La nuova edizione nasce dalla collaborazione con la Cineteca Sarda – Società Umanitaria, che per l’occasione ha aperto i propri archivi audiovisivi. A questo prezioso patrimonio storico si sono affiancate le video cartoline verticali inviate dai cittadini, raccolte attraverso una Call to Action lanciata a luglio e conclusa lo scorso 26 settembre. I brevi contributi, girati con smartphone e nello stesso formato delle storie e dei reel social, si intrecciano con le immagini d’epoca per costruire un mosaico corale della Sardegna, dove il linguaggio artistico non appartiene più al singolo autore, ma a una collettività.

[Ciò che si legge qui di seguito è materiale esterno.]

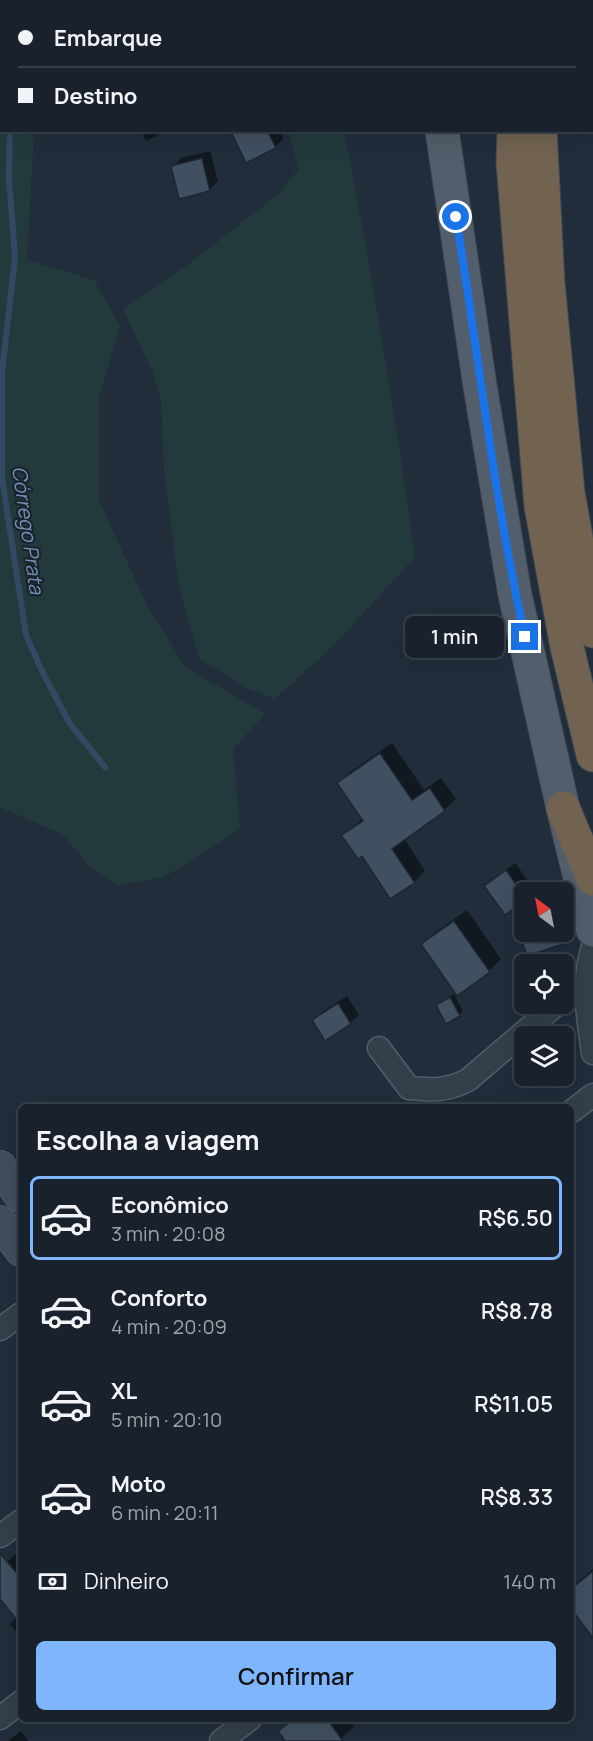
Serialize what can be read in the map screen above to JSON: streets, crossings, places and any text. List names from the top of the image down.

La partecipazione attiva di 38 persone ha reso possibile la creazione dell’opera, tra cui artisti, videomaker, scrittori e cittadini comuni. I loro materiali, uniti alle pellicole conservate dalla Cineteca, danno vita a una narrazione che attraversa epoche e prospettive, raccontando l’Isola da punti di vista molteplici. La Torre dell’Elefante diventa così uno schermo urbano, capace di riflettere le storie, i ricordi e le visioni di una comunità.
“In verticale” si conferma quindi come un progetto in continua trasformazione, capace di sperimentare nuove connessioni tra linguaggi digitali e patrimonio culturale. La verticalità, tipica della fruizione contemporanea dei contenuti audiovisivi, si trasforma in strumento poetico e concettuale per raccontare il presente, mettendo in dialogo memoria storica e creatività contemporanea.
Con questa installazione, l’arte diventa esperienza condivisa e partecipata, unendo passato e presente, tradizione e innovazione, in un percorso che rafforza il legame tra la comunità e i luoghi simbolo della città di Cagliari.